For those areas where telemedicine is not possible to implement, are there any lessons from the trials that could improve upon the quality and effectiveness of telephone-only stroke consultation? Telephone-only stroke consultations can serve as an adequate ancillary, adjunctive, supplemental, or emergency backup modality for a telestroke network.21 To support communities for which telemedicine is not yet feasible, it is advisable to implement a rigorous telephone stroke algorithm. Telephone consultations for stroke can be improved with advanced community, emergency medical services, and hospital-directed emergency stroke education modules and evidence-based stroke guideline adoption and electronic order sets, care plans, and pathways. Hub neurology practitioners are encouraged to first visit remote community hospitals that they intend to later support by telephone. When emergency nurses and physicians, in a remote hospital, are trained or certified in NIHSS assessments, their neurological examination observations are more reliable and easier to communicate. Paper or electronic telephone stroke algorithms and sequential step-by-step flow charts can aid health practitioners during emergency situations. Adopting a common thrombolysis eligibility checklist is advisable, particularly for remote or rural hospital staff who might ordinarily be infrequently engaged in acute stroke care.

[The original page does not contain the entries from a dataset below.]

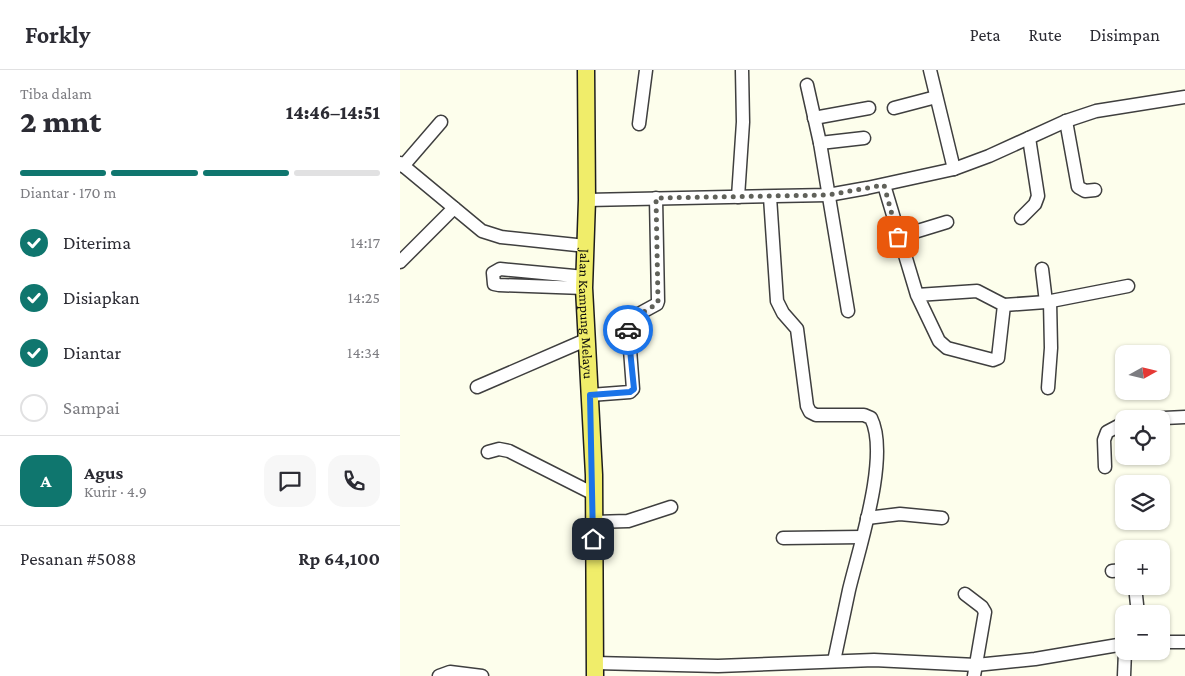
<!DOCTYPE html>
<html lang="id">
<meta charset="utf-8">
<style>
:root{--surface:#fff;--page:#f7f7f7;--text:#2b2b33;--muted:#7c7c81;--line:#e1e1e2;--accent:#0f766e}
body{margin:0;font-family:"Crimson Pro",serif;background:var(--page);color:var(--text);height:100vh;display:flex;flex-direction:column;font-size:19px;white-space:nowrap}
*{box-sizing:border-box;margin:0}
p{font-size:16px;color:var(--muted)}
.icon{flex:none;width:28px;height:28px;fill:none;stroke:currentColor;stroke-width:2;stroke-linecap:round;stroke-linejoin:round}
.map{position:relative;flex:1;overflow:hidden}
.panel{display:flex;flex-direction:column;background:var(--surface);width:400px}
.panel>*{flex:none}
.needle{width:32px;rotate:82deg}
.controls{position:absolute;left:715px;top:275px;display:grid;gap:10px}
.controls a{display:grid;place-items:center;width:55px;height:55px;border-radius:10px;background:var(--surface);box-shadow:0 1px 4px #0004;font-size:25px}
.pin{position:absolute;display:grid;place-items:center;width:42px;height:42px;color:#fff;margin:-21px;border-radius:10px;box-shadow:0 2px 8px #0006}
.courier{position:absolute;display:grid;place-items:center;width:50px;height:50px;margin:-25px;border:4px solid #1a73e8;border-radius:50%;background:#fff;color:#222;box-shadow:0 1px 6px #0007}
.overview em{font-style:normal;font-weight:800}
.overview div{display:flex;flex-direction:column-reverse}
.overview{display:flex;align-items:center;justify-content:space-between;height:85px;padding:0 20px}
h1{font-size:32px;font-weight:800;line-height:38px}
.bar{display:grid;grid-template-columns:repeat(4,1fr);gap:8px 5px;align-content:center;height:60px;padding:0 20px}
.bar i{height:6px;border-radius:4px;background:var(--line)}
.bar .active{background:var(--accent)}
.bar p{grid-column:span 4}
.line{display:flex;align-items:center;gap:12px;padding:0 20px;border-top:1px solid var(--line)}
.line div{flex:1}
.round{display:grid;place-items:center;flex:none;width:52px;height:52px;border-radius:15px;background:var(--page)}
ol{padding:0 20px;list-style:none}
li{display:flex;align-items:center;gap:15px;height:55px}
li p{margin-inline-start:auto}
li .icon{padding:5px;border-radius:50%;background:var(--accent);color:#fff;stroke-width:4}
li:last-child{color:var(--muted)}
li i{width:28px;height:28px;border:2px solid var(--line);border-radius:50%}
header{display:flex;align-items:center;gap:30px;box-sizing:border-box;height:70px;padding:0 25px;background:var(--surface);border-bottom:1px solid var(--line)}
header strong{font-size:24px}
nav{display:flex;gap:28px;margin-inline-start:auto;font-size:18px}
main{display:flex;flex:1;min-height:0}
.map>svg:first-child{display:block}
.lines{fill:none;stroke-linecap:round;stroke-linejoin:round}
.minor-casing{stroke:#3f3f3f;stroke-width:15}
.major-casing{stroke:#1d1d1d;stroke-width:19}
.minor{stroke:#fff;stroke-width:12}
.major{stroke:#f0ed6a;stroke-width:16}
.done{stroke:#60615a;stroke-width:5;stroke-dasharray:0 9}
.route{stroke:#1a73e8;stroke-width:6}
.labels{text-anchor:middle;stroke-width:5;stroke-linejoin:round;paint-order:stroke}
.street-label{font-size:14px;fill:#0c0c0c;stroke:#fff}
</style>
<header>
<strong>Forkly</strong>
<nav><a>Peta</a><a>Rute</a><a>Disimpan</a></nav>
</header>
<main>
<section class="panel">
<div class="overview"><div><h1>2 mnt</h1><p>Tiba dalam</p></div><em>14:46–14:51</em></div>
<div class="bar"><i class="active"></i><i class="active"></i><i class="active"></i><i></i><p>Diantar · 170 m</p></div>
<ol>
<li><svg class="icon" aria-label="check" viewBox="0 0 24 24"><path d="M5 12l5 5 9-10"/></svg>Diterima<p>14:17</p></li>
<li><svg class="icon" aria-label="check" viewBox="0 0 24 24"><path d="M5 12l5 5 9-10"/></svg>Disiapkan<p>14:25</p></li>
<li><svg class="icon" aria-label="check" viewBox="0 0 24 24"><path d="M5 12l5 5 9-10"/></svg>Diantar<p>14:34</p></li>
<li><i></i>Sampai</li>
</ol>
<div class="line" style="height:90px"><b class="round" style="background:var(--accent);color:#fff">A</b><div><b>Agus</b><p>Kurir · 4.9</p></div><a class="round"><svg class="icon" aria-label="chat" viewBox="0 0 24 24"><path d="M4 5h16v11H9l-5 4z"/></svg></a><a class="round"><svg class="icon" aria-label="phone" viewBox="0 0 24 24"><path d="M5 4h4l2 5-3 2q2 4 5 5l2-3 5 2v4C11 20 4 13 5 4z"/></svg></a></div>
<div class="line" style="height:65px"><div>Pesanan #5088</div><b>Rp 64,100</b></div>
</section>
<div class="map">
<svg width="785" height="606" viewBox="0 0 785 606">
<rect width="100%" height="100%" fill="#fdfeec"/>
<g class="lines">
<g class="minor-casing">
<g id="minor">
<polyline points="530,0 554,99"/>
<polyline points="407,15 420,73 448,241"/>
<polyline points="494,38 536,27"/>
<polyline points="414,48 469,38"/>
<polyline points="666,51 678,117 685,121 695,120"/>
<polyline points="239,54 246,0"/>
<polyline points="420,73 464,68"/>
<polyline points="0,93 82,161 101,167 186,176"/>
<polyline points="3,96 41,52"/>
<polyline points="484,115 517,225 539,271 547,278 593,290 598,288 604,235 577,221 517,225"/>
<polyline points="338,127 343,52 342,0"/>
<path d="M370,127L377,231L383,243L397,259L407,336L410,342L416,345H464L471,348C490,386 459,478 449,520C444,543 439,567 434,591"/>
<polyline points="187,130 428,125 467,118 554,99 589,86 666,51 696,41 785,27"/>
<polyline points="621,148 635,134 638,126 629,68"/>
<polyline points="498,167 547,152"/>
<polyline points="0,192 54,138"/>
<polyline points="642,199 646,232"/>
<polyline points="184,218 99,215 94,214 93,203 100,199 185,207"/>
<polyline points="604,235 646,232 728,216"/>
<polyline points="77,317 188,269"/>
<polyline points="648,318 651,278 650,231"/>
<polyline points="190,325 230,322 233,319 228,253 235,246 257,234 258,231 256,128"/>
<polyline points="743,349 785,347"/>
<polyline points="88,382 99,379 109,381 194,424"/>
<polyline points="705,397 704,370 707,362 724,353"/>
<polyline points="467,448 500,444 542,448"/>
<polyline points="193,452 228,451 271,437"/>
<polyline points="383,468 462,467"/>
<polyline points="712,501 724,500"/>
<polyline points="735,516 738,544"/>
<polyline points="565,524 582,537 585,542 574,606"/>
<polyline points="761,572 785,572"/>
<polyline points="195,593 318,596 474,590 576,595 635,589 724,574"/>
<polyline points="39,606 50,602 82,606"/>
<polyline points="724,606 725,581"/>
</g>
</g>
<g class="major-casing">
<g id="major">
<path id="s1" d="M186,0L187,130L184,218L194,405L195,606"/>
</g>
</g>
<use href="#minor" class="minor"/>
<use href="#major" class="major"/>
</g>
<g class="lines">
<polyline class="done" points="228,260 230,250 257,234 258,231 256,128 428,125 484,115 498,167"/>
<polyline class="route" points="193,469 190,325 230,322 234,319 228,260"/>
</g>
<g class="labels">
<g class="street-label">
<text dy="5" stroke="none"><textPath href="#s1" startOffset="244">Jalan Kampung Melayu</textPath></text>
</g>
</g>
</svg>
<div class="controls">
<a><svg class="needle" viewBox="-14 -14 28 28"><path d="M0-13l5 13h-10z" fill="#e53935"/><path d="M0 13l5-13h-10z" fill="#7c7c81"/></svg></a>
<a><svg class="icon" aria-label="locate" viewBox="0 0 24 24"><circle cx="12" cy="12" r="6"/><path d="M12 2v4M12 18v4M2 12h4M18 12h4"/></svg></a>
<a><svg class="icon" aria-label="layers" viewBox="0 0 24 24"><path d="M12 4l9 5-9 5-9-5zM3 14l9 5 9-5"/></svg></a>
<a>+</a>
<a>−</a>
</div>
<div class="pin" style="left:498px;top:167px;background:#ea580c"><svg class="icon" aria-label="bag" viewBox="0 0 24 24"><path d="M5 8h14l-1 12H6zM9 8a3 3 0 0 1 6 0"/></svg></div>
<div class="pin" style="left:193px;top:469px;background:#1f2937"><svg class="icon" aria-label="home" viewBox="0 0 24 24"><path d="M3 11l9-7 9 7M6 9v11h12V9"/></svg></div>
<div class="courier" style="left:228px;top:260px"><svg class="icon" aria-label="car" viewBox="0 0 24 24"><path d="M5 17H2v-5l4-1 3-4h7l3 4 3 1v5h-3M9 17h6M6 11h13"/><circle cx="7" cy="17" r="2"/><circle cx="17" cy="17" r="2"/></svg></div>
</div>
</main>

Other carefully designed research studies, such as the National Stroke Association–sponsored prospective tri-cohort study, will examine for differences in acute stroke care delivery and 90-day functional outcomes among control community hospitals, telestroke network spoke community hospitals, and telestroke network primary stroke center–certified hub hospitals in multiple states (at ClinicalTrials.gov see Trial Registration Number NCT01226862, Study Protocol—Advancing Telestroke Care: A Prospective Observational Tri-Cohort Study).
Conclusions
STRokE DOC pooled analysis data support the primary hypothesis that stroke telemedicine consultations, compared with telephone-only, result in more accurate medical decision-making. Replication of the hub and spoke infrastructure supports telemedicine's generalizability into broader settings. Poor sensitivity of telephone determination of thrombolysis eligibility suggests that telephone assessments may result in stroke consultants ruling out patients who should have been treated with rt-PA.
The larger patient sample size remains insufficient to demonstrate differences in 90-day patient outcomes. The superior decision-making, high rt-PA utilization rate, low ICH complication rate, and acceptable outcome support telemedicine's efficacy and usefulness as a tool for acute stroke evaluation. A larger prospective trial specifically assessing long-term outcomes in telemedicine-evaluated acute stroke patients is still warranted.
Acknowledgments
This work was funded by the National Institutes of Health and the Arizona Department of Health Services.
Disclosure Statement
No competing financial interests exist.